### WORK TO BE COMPLETED
With the line containing "2px #d1beb0) drop-shadow(0" as the final line, restate exactly every line of the data below from the first one onward, and copy no pictures.

[Items from a data source]
::::

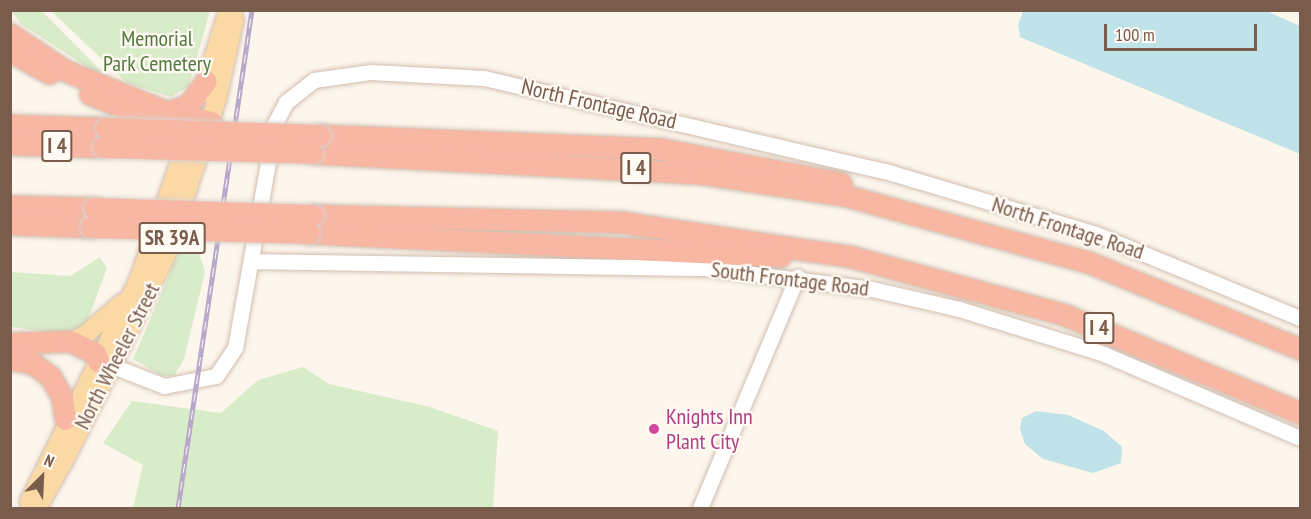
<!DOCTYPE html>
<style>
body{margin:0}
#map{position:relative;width:1311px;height:519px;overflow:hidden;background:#fdf6ec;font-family:"PT Sans Narrow",sans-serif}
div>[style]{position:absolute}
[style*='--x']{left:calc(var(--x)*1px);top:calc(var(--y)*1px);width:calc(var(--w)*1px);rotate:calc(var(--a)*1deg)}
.green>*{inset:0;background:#d8ecc9}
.water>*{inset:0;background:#bfe3e8}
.roads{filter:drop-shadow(0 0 2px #d1beb0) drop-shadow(0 0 2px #d1beb0)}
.minor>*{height:15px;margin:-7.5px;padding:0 7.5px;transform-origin:7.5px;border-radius:7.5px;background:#fff}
.major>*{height:18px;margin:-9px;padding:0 9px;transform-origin:9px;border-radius:9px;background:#fbd9a5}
.highway>*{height:21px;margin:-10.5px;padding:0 10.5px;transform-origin:10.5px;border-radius:10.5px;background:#f7b7a3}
.rail>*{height:5px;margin-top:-2.5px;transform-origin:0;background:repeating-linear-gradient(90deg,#fffaf3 0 9px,#b9a8c9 0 18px);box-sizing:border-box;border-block:2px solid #b9a8c9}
.bridges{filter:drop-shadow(0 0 2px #dad1cd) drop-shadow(0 0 2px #dad1cd)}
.highway-bridge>*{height:21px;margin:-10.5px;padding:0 10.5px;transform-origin:10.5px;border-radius:10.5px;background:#f7b7a3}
.dots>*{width:16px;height:16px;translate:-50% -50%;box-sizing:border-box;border:3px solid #fffaf3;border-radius:50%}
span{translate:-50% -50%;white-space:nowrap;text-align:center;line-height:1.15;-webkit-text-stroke:4.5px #fffaf3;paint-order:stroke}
.shield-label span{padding:2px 4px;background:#fffaf3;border:2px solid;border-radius:4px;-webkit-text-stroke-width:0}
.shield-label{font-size:21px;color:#7a5c4d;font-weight:700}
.park-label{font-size:22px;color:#537a41}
.street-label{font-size:22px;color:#7a5c4d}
.hotel-label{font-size:22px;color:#b23c85}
.left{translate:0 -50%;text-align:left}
.frame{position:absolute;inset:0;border:12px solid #7a5c4d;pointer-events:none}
.north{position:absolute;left:12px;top:447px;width:60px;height:60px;-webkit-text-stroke:4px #fffaf3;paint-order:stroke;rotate:24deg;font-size:16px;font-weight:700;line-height:24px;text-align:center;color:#7a5c4d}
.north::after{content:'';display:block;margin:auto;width:21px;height:27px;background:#7a5c4d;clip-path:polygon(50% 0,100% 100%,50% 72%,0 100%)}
.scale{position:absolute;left:1104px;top:24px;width:153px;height:27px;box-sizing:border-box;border:3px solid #7a5c4d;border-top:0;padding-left:8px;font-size:18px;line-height:21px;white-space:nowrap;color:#7a5c4d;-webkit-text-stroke:4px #fffaf3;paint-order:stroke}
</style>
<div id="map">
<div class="green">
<div style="clip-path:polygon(11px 11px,42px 11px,115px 85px,21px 24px)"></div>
<div style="clip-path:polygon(51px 11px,210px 11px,189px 86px,171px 97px,127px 83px)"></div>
<div style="clip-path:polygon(183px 243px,198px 250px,205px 272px,184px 359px,174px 376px,162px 376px,133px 359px)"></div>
<div style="clip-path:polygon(100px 257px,107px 268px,86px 325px,68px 334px,11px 327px,10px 272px,70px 276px)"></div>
<div style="clip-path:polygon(303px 367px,329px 384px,430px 407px,498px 431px,493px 508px,133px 508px,143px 465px,103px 443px,132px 401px,221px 413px,258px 380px)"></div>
</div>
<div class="water">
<div style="clip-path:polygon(1264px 10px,1300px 26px,1300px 154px,1020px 37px,1018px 25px,1023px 11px)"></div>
<div style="clip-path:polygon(1036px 411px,1068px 415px,1104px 431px,1122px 447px,1121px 463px,1093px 473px,1043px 459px,1025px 444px,1020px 429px,1022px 418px)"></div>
</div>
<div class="roads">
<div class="minor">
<div style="--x:253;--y:261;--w:452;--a:0.9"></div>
<div style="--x:705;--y:268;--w:168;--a:7.2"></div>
<div style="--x:872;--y:289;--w:89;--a:12.9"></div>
<div style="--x:959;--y:309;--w:152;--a:17.2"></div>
<div style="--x:1104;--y:354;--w:213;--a:23.2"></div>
<div style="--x:113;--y:366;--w:55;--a:21.4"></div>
<div style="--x:164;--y:386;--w:53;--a:-10.9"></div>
<div style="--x:216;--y:376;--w:34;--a:-56"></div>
<div style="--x:235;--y:348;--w:229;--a:-79.9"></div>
<div style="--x:275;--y:123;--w:24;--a:-62"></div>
<div style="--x:286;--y:102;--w:36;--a:-38"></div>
<div style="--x:314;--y:80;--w:58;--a:-8"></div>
<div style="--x:371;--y:72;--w:113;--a:3"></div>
<div style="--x:484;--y:78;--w:412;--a:13.1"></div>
<div style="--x:885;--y:171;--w:220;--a:16.6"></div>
<div style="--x:1096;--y:234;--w:221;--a:22.4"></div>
<div style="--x:700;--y:508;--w:251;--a:-67.2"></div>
</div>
<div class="major">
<div style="--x:202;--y:94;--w:80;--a:-72.5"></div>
<div style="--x:70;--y:341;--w:15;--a:-20"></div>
<div style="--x:84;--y:336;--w:50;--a:-41"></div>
<div style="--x:29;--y:502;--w:249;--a:-63.7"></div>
<div style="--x:139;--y:279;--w:149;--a:-70.8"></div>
<div style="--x:31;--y:508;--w:9;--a:-21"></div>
<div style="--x:39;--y:505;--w:57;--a:-60.8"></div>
<div style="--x:67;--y:455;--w:220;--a:-63.6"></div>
<div style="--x:165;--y:258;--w:167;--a:-71.9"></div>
<div style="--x:217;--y:99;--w:80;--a:-77.7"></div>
<div style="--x:234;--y:21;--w:11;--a:-100"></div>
</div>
<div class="highway">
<div style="--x:10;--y:34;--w:65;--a:33.7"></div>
<div style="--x:64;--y:70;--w:111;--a:22.2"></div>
<div style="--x:167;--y:112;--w:21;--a:-17"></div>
<div style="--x:187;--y:106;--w:31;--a:-53"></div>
<div style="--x:10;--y:51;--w:45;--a:29.4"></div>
<div style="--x:90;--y:94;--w:65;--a:21.8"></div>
<div style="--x:167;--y:112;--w:45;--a:12.8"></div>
<div style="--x:10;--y:125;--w:96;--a:1.8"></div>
<div style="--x:320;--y:135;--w:342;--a:2.3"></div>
<div style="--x:662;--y:149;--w:182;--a:10.8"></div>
<div style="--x:10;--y:144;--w:93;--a:1.8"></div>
<div style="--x:312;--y:153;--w:388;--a:3"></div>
<div style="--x:699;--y:173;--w:146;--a:8.7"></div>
<div style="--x:843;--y:195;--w:254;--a:15.3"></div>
<div style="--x:1088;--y:262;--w:229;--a:22.3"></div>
<div style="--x:10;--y:206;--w:84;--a:1.4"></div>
<div style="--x:313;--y:215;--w:308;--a:1.3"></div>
<div style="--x:621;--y:222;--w:234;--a:8.6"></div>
<div style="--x:852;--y:257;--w:221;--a:15.2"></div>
<div style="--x:1065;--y:315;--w:255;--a:22.6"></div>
<div style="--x:10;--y:224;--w:81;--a:2.1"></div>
<div style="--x:309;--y:233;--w:472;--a:2.8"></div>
<div style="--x:10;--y:343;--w:60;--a:-1.9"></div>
<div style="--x:70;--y:341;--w:28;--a:26"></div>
<div style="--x:95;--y:353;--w:9;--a:69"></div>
<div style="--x:10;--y:359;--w:22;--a:10"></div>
<div style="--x:32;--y:363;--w:22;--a:36"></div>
<div style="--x:50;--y:376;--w:24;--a:60"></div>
<div style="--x:62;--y:397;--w:22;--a:82"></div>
</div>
</div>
<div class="rail">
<div style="--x:178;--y:508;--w:503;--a:-81.55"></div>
</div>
<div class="bridges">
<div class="highway-bridge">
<div style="--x:106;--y:128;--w:214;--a:1.9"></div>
<div style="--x:103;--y:147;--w:209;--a:1.6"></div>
<div style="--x:94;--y:208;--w:219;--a:1.8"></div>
<div style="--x:91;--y:227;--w:218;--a:1.6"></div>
</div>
</div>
<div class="dots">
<div style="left:654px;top:429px;background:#d1479c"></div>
</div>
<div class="shield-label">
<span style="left:57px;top:146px">I 4</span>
<span style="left:636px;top:168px">I 4</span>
<span style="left:172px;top:238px">SR 39A</span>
<span style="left:1099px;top:328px">I 4</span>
</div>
<div class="park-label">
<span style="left:157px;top:51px">Memorial<br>Park Cemetery</span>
</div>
<div class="street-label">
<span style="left:599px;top:104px;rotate:13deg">North Frontage Road</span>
<span style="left:1068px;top:228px;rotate:18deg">North Frontage Road</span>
<span style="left:790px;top:279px;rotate:7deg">South Frontage Road</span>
<span style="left:117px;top:356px;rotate:-63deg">North Wheeler Street</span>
</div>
<div class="hotel-label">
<span class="left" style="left:666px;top:429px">Knights Inn<br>Plant City</span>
</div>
<div class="frame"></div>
<div class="north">N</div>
<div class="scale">100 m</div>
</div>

::::

### WRITTEN REPLY
<!DOCTYPE html>
<style>
body{margin:0}
#map{position:relative;width:1311px;height:519px;overflow:hidden;background:#fdf6ec;font-family:"PT Sans Narrow",sans-serif}
div>[style]{position:absolute}
[style*='--x']{left:calc(var(--x)*1px);top:calc(var(--y)*1px);width:calc(var(--w)*1px);rotate:calc(var(--a)*1deg)}
.green>*{inset:0;background:#d8ecc9}
.water>*{inset:0;background:#bfe3e8}
.roads{filter:drop-shadow(0 0 2px #d1beb0) drop-shadow(0 0 2px #d1beb0)}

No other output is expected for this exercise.